A close reading of the settlement agreement reveals that it does not release the debtors from the debt. In paragraphs 2 and 3, the settlement agreement refers to the settlement payments being “applied” on the indebtedness, which indicates that a deficiency could remain. There are no references to the payments being deemed payment in full, nor are there any provisions releasing the debtors from any further liability (although there is a release of a non-borrower defendant). It also proposes to dismiss the replevin action with prejudice, which is not the same as a release. This is particularly noteworthy because there was a separate lawsuit on file to collect on the promissory notes. Under state law, a replevin action is simply used to enforce a security interest by determining the right to possession of personal property, which in this case was the cattle and the proceeds therefrom. It did not purport to establish the total amount of the debt or institute means of collecting the deficiency. The bank pursued that via the lawsuit on the notes, although, as stated above, little progress occurred in that case and it is currently stayed by the provisions of the Bankruptcy Code.

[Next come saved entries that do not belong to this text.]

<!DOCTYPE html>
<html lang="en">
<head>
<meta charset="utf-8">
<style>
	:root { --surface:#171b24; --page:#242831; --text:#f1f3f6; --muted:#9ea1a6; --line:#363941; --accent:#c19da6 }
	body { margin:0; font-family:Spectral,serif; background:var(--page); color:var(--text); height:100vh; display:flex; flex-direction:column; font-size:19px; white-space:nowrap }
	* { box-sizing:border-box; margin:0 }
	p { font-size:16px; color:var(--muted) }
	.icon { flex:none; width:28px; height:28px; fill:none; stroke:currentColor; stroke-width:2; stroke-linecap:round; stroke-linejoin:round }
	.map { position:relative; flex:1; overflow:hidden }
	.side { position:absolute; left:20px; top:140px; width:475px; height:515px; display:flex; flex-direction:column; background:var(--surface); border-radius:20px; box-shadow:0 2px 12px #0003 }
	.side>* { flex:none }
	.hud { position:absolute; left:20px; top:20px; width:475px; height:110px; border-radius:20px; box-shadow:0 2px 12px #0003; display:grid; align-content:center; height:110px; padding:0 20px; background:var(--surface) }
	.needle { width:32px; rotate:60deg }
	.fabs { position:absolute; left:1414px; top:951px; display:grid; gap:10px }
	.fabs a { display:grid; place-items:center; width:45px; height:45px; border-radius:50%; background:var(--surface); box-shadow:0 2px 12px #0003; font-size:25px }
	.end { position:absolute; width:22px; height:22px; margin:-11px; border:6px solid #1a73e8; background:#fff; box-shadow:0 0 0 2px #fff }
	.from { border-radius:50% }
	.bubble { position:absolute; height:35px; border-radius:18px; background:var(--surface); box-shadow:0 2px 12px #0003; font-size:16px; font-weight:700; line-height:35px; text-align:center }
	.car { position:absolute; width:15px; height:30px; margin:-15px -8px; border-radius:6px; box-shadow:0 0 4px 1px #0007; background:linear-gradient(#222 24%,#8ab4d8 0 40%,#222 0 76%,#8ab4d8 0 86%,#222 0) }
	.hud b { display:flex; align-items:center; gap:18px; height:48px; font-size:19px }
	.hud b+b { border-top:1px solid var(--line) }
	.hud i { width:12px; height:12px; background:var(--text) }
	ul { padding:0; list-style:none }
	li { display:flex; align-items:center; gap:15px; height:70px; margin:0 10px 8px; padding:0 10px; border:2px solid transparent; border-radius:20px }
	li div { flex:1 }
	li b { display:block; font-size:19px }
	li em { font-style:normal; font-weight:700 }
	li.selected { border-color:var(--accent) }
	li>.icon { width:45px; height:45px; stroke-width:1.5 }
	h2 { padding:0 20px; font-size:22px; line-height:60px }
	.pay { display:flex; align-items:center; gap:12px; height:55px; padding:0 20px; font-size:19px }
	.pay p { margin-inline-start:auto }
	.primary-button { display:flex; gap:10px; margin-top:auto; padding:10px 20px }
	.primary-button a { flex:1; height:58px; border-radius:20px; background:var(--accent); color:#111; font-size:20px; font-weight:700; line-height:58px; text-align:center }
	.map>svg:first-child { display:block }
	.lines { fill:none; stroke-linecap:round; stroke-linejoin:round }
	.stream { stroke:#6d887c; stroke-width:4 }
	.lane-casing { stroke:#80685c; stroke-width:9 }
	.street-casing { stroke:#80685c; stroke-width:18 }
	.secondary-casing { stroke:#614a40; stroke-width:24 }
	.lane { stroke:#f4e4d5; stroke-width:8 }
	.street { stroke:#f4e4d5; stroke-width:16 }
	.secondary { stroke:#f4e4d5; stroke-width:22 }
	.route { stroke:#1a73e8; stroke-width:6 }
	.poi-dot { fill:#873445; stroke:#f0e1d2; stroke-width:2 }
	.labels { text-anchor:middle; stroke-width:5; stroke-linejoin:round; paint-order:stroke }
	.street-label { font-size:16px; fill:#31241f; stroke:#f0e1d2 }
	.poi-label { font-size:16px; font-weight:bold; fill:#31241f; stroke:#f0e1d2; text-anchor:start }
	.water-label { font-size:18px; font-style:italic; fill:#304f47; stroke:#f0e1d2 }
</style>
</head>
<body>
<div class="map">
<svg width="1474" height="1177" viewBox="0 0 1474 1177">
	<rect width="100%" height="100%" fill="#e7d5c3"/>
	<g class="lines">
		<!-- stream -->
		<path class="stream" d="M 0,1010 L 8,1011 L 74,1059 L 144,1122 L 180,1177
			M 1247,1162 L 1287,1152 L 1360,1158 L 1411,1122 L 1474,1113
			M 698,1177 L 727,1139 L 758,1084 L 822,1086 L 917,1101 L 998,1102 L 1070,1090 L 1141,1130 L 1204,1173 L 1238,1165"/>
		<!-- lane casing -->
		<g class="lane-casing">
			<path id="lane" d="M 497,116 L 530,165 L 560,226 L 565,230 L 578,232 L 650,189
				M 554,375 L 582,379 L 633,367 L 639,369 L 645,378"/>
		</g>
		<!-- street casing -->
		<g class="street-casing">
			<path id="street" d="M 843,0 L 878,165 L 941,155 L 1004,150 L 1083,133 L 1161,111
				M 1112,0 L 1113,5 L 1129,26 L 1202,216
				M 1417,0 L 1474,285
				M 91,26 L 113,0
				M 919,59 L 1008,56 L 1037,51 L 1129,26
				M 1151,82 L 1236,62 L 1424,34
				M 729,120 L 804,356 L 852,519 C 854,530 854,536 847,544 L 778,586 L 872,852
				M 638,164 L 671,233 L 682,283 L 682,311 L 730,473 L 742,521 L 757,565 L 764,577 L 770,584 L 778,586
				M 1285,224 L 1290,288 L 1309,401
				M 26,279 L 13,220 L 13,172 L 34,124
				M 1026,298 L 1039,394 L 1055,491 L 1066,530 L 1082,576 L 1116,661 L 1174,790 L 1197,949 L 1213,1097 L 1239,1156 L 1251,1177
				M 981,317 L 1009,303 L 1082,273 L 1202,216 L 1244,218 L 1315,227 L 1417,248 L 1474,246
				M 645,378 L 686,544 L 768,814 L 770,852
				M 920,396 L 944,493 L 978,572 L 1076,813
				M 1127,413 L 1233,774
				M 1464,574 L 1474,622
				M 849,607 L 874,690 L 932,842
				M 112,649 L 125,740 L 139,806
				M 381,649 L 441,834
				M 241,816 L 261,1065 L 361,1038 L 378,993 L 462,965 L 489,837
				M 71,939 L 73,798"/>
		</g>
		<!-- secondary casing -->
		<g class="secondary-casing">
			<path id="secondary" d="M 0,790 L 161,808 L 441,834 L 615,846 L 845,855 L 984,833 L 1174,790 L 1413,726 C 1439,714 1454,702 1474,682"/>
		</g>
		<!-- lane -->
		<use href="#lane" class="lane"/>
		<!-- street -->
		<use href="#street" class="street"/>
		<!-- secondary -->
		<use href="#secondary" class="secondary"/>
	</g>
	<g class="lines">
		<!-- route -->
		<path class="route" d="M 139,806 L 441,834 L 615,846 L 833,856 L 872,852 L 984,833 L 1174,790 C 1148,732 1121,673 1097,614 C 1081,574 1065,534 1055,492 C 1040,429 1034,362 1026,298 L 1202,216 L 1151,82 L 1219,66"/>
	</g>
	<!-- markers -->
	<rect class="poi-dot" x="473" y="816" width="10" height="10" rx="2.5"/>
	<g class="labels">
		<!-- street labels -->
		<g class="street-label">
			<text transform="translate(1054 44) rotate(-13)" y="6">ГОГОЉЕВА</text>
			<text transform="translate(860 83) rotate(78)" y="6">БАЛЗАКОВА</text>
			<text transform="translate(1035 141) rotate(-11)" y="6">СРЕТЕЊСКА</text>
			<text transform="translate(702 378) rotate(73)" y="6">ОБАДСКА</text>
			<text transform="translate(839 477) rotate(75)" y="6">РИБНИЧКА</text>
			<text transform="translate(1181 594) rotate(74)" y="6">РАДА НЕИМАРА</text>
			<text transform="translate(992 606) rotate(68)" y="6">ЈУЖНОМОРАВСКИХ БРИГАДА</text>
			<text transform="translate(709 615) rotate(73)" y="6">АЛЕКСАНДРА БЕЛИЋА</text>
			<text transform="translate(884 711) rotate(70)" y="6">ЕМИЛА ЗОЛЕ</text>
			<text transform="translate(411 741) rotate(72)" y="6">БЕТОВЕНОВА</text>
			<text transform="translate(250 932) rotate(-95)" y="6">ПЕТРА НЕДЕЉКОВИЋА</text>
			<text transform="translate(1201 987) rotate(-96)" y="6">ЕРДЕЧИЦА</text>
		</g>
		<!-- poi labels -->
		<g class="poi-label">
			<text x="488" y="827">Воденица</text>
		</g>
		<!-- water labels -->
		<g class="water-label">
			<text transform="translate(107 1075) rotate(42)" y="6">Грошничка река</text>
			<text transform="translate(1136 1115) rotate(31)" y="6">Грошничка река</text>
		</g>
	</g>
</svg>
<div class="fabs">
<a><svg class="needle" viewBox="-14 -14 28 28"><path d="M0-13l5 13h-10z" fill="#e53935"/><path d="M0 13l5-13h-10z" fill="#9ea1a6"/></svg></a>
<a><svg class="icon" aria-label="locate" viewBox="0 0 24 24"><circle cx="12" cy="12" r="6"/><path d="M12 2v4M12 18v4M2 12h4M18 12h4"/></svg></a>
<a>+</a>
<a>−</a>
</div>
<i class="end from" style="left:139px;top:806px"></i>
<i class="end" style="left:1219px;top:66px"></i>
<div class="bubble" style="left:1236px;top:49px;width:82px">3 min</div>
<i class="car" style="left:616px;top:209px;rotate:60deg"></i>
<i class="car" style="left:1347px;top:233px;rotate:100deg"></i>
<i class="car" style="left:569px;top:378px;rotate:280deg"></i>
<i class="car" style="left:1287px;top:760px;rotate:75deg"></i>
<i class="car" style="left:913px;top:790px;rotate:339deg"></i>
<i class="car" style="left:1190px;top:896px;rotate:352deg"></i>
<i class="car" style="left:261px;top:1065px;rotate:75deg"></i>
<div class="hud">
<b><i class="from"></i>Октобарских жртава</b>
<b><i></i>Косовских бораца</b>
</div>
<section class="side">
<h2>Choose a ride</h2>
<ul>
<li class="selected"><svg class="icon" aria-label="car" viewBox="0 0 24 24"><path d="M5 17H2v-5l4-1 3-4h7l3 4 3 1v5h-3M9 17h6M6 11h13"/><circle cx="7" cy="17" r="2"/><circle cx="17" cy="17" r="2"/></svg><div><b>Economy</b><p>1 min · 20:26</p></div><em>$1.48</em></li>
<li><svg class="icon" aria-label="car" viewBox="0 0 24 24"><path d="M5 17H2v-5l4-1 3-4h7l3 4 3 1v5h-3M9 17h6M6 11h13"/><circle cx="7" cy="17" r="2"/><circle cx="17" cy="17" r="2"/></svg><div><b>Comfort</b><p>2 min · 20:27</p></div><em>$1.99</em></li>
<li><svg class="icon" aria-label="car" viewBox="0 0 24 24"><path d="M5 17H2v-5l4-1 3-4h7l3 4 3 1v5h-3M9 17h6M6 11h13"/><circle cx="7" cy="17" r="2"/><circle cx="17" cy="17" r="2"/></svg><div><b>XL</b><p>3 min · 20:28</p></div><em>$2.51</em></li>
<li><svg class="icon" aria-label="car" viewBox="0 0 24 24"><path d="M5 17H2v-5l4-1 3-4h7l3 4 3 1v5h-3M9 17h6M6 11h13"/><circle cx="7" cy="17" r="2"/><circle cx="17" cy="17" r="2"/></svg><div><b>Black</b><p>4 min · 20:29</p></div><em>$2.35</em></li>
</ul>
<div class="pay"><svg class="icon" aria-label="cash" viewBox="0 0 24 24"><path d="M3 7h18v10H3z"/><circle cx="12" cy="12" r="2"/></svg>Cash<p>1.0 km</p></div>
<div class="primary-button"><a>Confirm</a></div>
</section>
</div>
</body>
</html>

The elements of a § 523(a)(2) action are separate and distinct from any issues raised in the state court lawsuits filed by the bank, and the terms of the settlement agreement and the replevin action’s dismissal are not res judicata in this adversary proceeding. Accordingly,
IT IS ORDERED: The defendant-debtors’ motion for summary judgment (Fil. #31) is denied. The plaintiff’s cross-motion for partial summary judgment (Fil. #51) is denied. Trial will begin on Wednesday, October 28, 2009, at 9:00 a.m. in the United States Courthouse in North Platte, Nebraska.